Sydney Dobell has some good mountain verse; and if we had not already burdened this chapter with quotations we should have borrowed from those descriptions in which Morris clearly recalls the savage volcanic scenery of Iceland. Swinburne, in the lines beginning—
“Me the snows
That face the first of the morning”—
has touched some of the less obvious spells of hill region with his own unerring instinct for beauty.
F. W. H. Myers in eight lines has said all that need be said when the hills have claimed the ultimate penalty—
“Here let us leave him: for his shroud the snow,
For funeral lamps he has the planets seven,
For a great sign the icy stair shall go
Between the stars to heaven.
One moment stood he as the angels stand,
High in the stainless eminence of air.
The next he was not, to his fatherland
Translated unaware.”
Mrs. Holland has written, as a dedication for a book of Alpine travel, lines which have the authentic note; and Mr. Masefield in a few verses has caught the savage aloofness of the peaks better than most mountaineers in pages of redundant description.
The contrast is rather too marked between the work of those who loved mountains without climbing them and the literature of the professional mountaineers. Even writers like Mr. Kipling, who have only touched mountains in a few casual lines, seem to have captured the mountain atmosphere more successfully than many a climber who has devoted articles galore to his craft. Of course, Mr. Kipling is a genius and the average Alpine writer is not; but surely one might not unreasonably expect a unique literature from those who know the mountains in all their changing tenses, and who by service of toil and danger have wrung from them intimate secrets unguessed at by those who linger outside the shrine.
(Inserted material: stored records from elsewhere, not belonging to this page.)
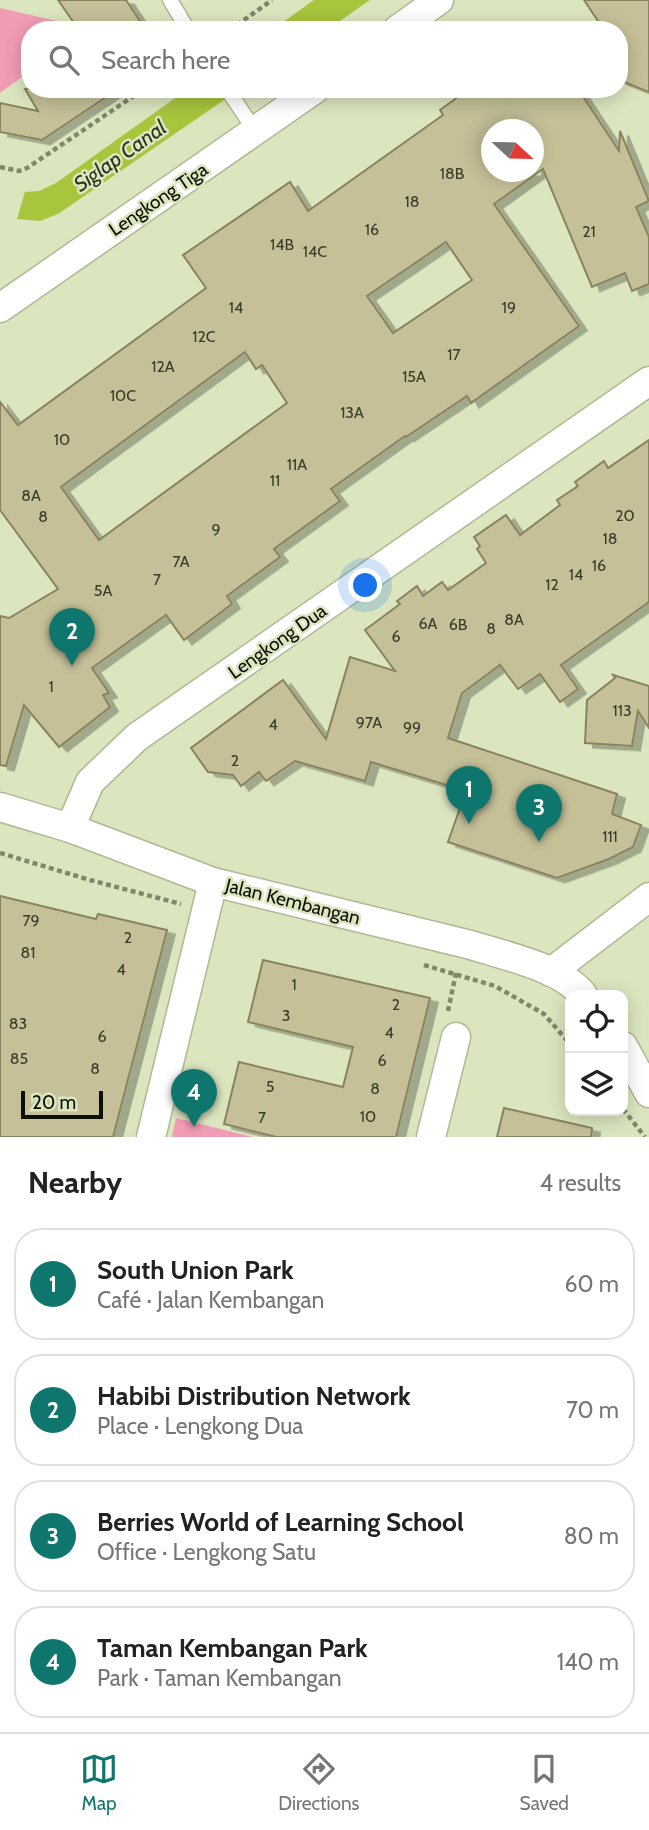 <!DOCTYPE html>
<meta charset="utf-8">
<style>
body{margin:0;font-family:Cabin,sans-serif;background:#f2f2f2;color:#222}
.controls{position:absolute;right:21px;bottom:21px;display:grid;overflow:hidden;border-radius:14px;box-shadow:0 4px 18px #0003}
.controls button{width:63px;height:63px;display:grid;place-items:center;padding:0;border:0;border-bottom:2px solid #e0e0e0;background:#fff;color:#222;font:35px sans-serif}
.compass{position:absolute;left:481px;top:119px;width:63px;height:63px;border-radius:50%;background:#fff;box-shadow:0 4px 18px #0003;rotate:112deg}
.scale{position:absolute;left:21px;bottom:18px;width:82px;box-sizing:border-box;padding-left:7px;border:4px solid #0c1004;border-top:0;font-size:19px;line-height:24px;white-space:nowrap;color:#0c1004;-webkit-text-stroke:5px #dbe6bf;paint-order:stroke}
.you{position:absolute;left:366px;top:586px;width:24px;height:24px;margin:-18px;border:5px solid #fff;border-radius:50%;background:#1a73e8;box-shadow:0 0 0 10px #1a73e833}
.badge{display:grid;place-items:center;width:46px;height:46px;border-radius:50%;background:#0f766e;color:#fff;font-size:23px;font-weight:700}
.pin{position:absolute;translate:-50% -58px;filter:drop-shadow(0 2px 4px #0008)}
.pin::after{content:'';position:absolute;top:37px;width:24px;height:21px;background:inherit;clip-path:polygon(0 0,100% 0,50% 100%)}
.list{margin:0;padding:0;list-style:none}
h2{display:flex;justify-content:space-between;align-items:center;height:91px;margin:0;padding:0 28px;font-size:30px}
h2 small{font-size:23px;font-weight:400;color:#767676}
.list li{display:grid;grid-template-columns:46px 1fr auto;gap:21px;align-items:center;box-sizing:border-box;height:112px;margin:0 14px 14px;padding:0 14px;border:2px solid #e0e0e0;border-radius:28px}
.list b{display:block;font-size:26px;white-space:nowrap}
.list p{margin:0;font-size:23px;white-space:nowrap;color:#767676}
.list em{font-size:23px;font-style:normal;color:#767676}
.icon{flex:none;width:38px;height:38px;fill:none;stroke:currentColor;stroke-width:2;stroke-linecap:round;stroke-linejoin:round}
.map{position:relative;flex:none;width:649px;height:1137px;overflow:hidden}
.search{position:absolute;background:#fff;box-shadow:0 4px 18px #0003;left:21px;right:21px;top:21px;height:77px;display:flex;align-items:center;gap:18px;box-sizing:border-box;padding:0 24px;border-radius:28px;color:#767676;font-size:26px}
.sheet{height:595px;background:#fff}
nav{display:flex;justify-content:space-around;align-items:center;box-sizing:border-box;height:98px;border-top:2px solid #e0e0e0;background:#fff;font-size:19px;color:#767676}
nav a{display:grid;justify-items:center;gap:4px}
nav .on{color:#0f766e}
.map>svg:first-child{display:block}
.green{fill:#f19cb5}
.water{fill:#a7c53d}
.building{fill:#c5c098;stroke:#89835e;stroke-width:2;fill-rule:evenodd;filter:url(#shadow)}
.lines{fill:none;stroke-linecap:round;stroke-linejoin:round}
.lane-casing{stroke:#aeb993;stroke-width:17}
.street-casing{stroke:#aeb993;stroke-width:31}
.path{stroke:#7f876c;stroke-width:4.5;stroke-dasharray:5 3.5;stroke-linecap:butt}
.lane{stroke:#fff;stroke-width:14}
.street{stroke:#fff;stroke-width:28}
.labels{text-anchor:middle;stroke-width:5;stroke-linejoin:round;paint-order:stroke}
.number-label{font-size:16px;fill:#3a3c29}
.street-label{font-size:19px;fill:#0c1004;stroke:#dbe6bf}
.water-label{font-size:21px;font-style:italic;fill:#2b311b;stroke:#dbe6bf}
</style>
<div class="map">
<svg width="649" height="1137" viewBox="0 0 649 1137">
<defs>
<filter id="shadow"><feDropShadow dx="8" dy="4.5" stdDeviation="0" flood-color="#0004"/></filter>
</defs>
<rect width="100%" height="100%" fill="#dbe6bf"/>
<!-- green -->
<g class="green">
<path d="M0 8 57 21 65 30H30V71L0 93Z"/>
<path d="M176 1118 253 1137H172Z"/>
</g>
<!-- water -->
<g class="water">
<path d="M314 0H370L327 30H272Z"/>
<path d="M188 89H240L58 214 40 221 17 219 25 192 39 191 56 183Z"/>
</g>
<!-- building -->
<g class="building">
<path d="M58 0H126L146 30H79Z"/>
<path d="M584 0H649V92L619 80V30H604Z"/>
<path d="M25 89H118L42 140 0 132V103L38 111Z"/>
<path d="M469 89H578L619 151 620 131 649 201 636 207 649 237V284L632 291 625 273 592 287 543 169 494 204 579 326 471 403 467 396 406 437 405 436 331 489 340 501 274 549 280 557 227 596 232 604 184 640 166 615 92 668 109 693 103 695 110 707 59 747 24 705 6 766 0 765V616L9 618 58 589 0 510V402L18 425 206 288 183 255 290 182 308 211 443 115 440 110ZM492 130H534V172H492ZM446 242 472 280 393 333 367 296ZM245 352 256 369 262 365 287 403 99 540 61 487Z"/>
<path d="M649 440V602L561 665 578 689 560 702 540 674 518 689 500 665 462 693 448 738 617 794 612 814 641 825 633 847 609 859 557 878 448 842 466 791 371 762 365 781 295 761 266 781 259 772 241 786 233 775 208 772 191 748 283 680 326 739 350 657 395 671 365 630 400 604 397 601 417 586 423 596 442 582 448 590 486 563 477 549 480 546 474 537 506 515 520 535 560 505 557 500 578 486 575 482 604 461 608 468Z"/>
<path d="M613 675 649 686V728L638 711 632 746 585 743 587 700 615 678Z"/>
<path d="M0 896 96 919 98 914 167 930 113 1137H0Z"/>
<path d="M263 960 430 998 396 1137H276L224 1124 239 1062 343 1087 353 1047 248 1022Z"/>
<path d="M504 1108 592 1128 591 1137H497Z"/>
</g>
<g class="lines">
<!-- lane casing -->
<g class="lane-casing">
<g id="lane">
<path d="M170 0 188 30"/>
<path d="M227 89 256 132"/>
</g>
</g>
<!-- street casing -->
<g class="street-casing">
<g id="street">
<path d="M397 30 439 0"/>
<path d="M0 308 315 89"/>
<path d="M0 807 70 828 213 882 471 945C505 956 561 967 583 995"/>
<path d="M70 828 90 782 137 737 649 381"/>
<path d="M551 972 649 897"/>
<path d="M623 1046 649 1093"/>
<path d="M151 1137 213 882"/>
<path d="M431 1137 456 1037"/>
</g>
</g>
<!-- path -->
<g class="path">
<path d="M230 30 272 0"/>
<path d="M0 167 19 171 27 168 144 89"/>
<path d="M0 853 90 880 181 904"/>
<path d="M424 965 495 986 544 1014 570 1044"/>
<path d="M448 1011 456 973"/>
<path d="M623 1109 645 1137"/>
</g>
<!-- lane -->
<use href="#lane" class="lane"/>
<!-- street -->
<use href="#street" class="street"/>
</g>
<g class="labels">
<!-- number labels -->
<g class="number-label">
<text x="452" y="179">18B</text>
<text x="412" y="207">18</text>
<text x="372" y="235">16</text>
<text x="589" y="237">21</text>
<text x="282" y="250">14B</text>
<text x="315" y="257">14C</text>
<text x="236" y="313">14</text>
<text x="509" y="313">19</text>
<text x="204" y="342">12C</text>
<text x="454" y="360">17</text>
<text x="163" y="372">12A</text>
<text x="414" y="382">15A</text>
<text x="123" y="401">10C</text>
<text x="352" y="418">13A</text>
<text x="62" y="445">10</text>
<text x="297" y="470">11A</text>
<text x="275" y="486">11</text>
<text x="31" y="501">8A</text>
<text x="625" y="521">20</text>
<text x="43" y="522">8</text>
<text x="216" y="535">9</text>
<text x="610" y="544">18</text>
<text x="181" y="567">7A</text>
<text x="599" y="571">16</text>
<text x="576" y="580">14</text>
<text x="157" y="585">7</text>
<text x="552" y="590">12</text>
<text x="103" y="596">5A</text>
<text x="514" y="625">8A</text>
<text x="428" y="629">6A</text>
<text x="458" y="630">6B</text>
<text x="491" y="634">8</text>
<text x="396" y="642">6</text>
<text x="51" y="692">1</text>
<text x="622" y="716">113</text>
<text x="369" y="728">97A</text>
<text x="273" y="730">4</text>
<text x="412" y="733">99</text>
<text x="235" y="766">2</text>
<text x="610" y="842">111</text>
<text x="31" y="926">79</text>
<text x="128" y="943">2</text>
<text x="28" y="958">81</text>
<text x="121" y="975">4</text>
<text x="294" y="990">1</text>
<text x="396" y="1010">2</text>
<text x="286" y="1021">3</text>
<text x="18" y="1029">83</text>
<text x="389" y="1038">4</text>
<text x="102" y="1042">6</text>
<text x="19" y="1064">85</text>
<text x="382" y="1066">6</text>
<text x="95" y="1074">8</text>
<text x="270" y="1092">5</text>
<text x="375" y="1094">8</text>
<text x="368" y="1122">10</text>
<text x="262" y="1123">7</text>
</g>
<!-- street labels -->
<g class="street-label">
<text transform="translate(158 199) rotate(-34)" y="7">Lengkong Tiga</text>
<text transform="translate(277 641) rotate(-35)" y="7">Lengkong Dua</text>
<text transform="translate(293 901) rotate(14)" y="7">Jalan Kembangan</text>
</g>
<!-- water labels -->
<g class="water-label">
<text transform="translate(120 156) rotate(-35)" y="7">Siglap Canal</text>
</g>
</g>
</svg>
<div class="controls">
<button><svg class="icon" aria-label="locate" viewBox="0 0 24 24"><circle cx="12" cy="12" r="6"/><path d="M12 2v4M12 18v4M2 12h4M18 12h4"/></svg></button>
<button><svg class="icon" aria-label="layers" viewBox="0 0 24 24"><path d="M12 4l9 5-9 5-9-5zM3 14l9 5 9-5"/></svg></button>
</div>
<svg class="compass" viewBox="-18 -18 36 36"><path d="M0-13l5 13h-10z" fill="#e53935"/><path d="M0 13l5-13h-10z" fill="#767676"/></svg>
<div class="scale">20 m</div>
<div class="you"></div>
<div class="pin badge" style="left:469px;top:824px">1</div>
<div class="pin badge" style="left:72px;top:666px">2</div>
<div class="pin badge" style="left:539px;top:842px">3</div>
<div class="pin badge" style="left:194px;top:1127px">4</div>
<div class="search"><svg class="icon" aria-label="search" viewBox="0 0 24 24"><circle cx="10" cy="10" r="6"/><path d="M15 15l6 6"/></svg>Search here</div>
</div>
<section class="sheet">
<h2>Nearby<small>4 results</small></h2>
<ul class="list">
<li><span class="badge">1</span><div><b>South Union Park</b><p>Café · Jalan Kembangan</p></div><em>60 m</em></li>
<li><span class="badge">2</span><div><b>Habibi Distribution Network</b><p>Place · Lengkong Dua</p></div><em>70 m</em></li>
<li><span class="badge">3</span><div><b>Berries World of Learning School</b><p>Office · Lengkong Satu</p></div><em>80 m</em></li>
<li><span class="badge">4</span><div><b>Taman Kembangan Park</b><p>Park · Taman Kembangan</p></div><em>140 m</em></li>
</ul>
</section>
<nav>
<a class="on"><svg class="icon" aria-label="map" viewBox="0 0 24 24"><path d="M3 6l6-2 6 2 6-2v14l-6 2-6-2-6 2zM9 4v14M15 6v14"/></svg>Map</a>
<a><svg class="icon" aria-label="directions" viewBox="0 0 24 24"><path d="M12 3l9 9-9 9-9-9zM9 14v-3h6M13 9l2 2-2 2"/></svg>Directions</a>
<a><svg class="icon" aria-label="saved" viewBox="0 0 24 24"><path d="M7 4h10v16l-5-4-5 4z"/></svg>Saved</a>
</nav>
Mountaineering has, of course, produced some great literature. There is Leslie Stephen, though even Stephen at his best is immeasurably below Ruskin’s finest mountain passages. But Leslie Stephens are rare in the history of Alpine literature, whereas the inarticulate are always with us.
In some ways, the man who can worship a mountain without wishing to climb it has a certain advantage. He sees a vision, where the climber too often sees nothing but a variation route. The popular historian has often a more vivid picture of a period than the expert, whose comprehensive knowledge of obscure charters sometimes blinds him to the broad issues of history. Technical knowledge does not always make for understanding. The first great revelation of the mountains has a power that is all its own. To the man who has yet to climb, every mountain is virgin, every snow-field a mystery, undefiled by traffic with man. The first vision passes, and the love that is based on understanding supplants it. The vision of unattainable snows translates itself into terms of memory—that white gleam that once belonged to dreamland into an ice-wall with which you have wrestled through the scorching hours of a July afternoon. You have learned to spell the writing on the wall of the mountains. The magic of first love, with its worship of the unattainable, is too often transformed into the soberer affection founded, like domestic love, on knowledge and sympathy; and the danger would be greater if the fickle hills had not to be wooed afresh every season. Beyond the mountain that we climb and seem to know, lurks ever the visionary peak that we shall never conquer; and this unattainable ideal gives an eternal youth to the hills, and a never-failing vitality to our Alpine adventure. Yet when we begin to set down our memories of the mountains, it seems far easier to recall those objective facts, which are the same for all comers, the meticulous details of route, the conditions of snow and ice, and to omit from our epic that subjective vision of the mountain, that individual impression which alone lends something more than a technical interest to the story of our days among the snow. And so it is not altogether surprising that the man who has never climbed can write more freely and more fully of the mountains, since he has no expert knowledge to confuse the issue, no technical details to obscure the first fine careless rapture.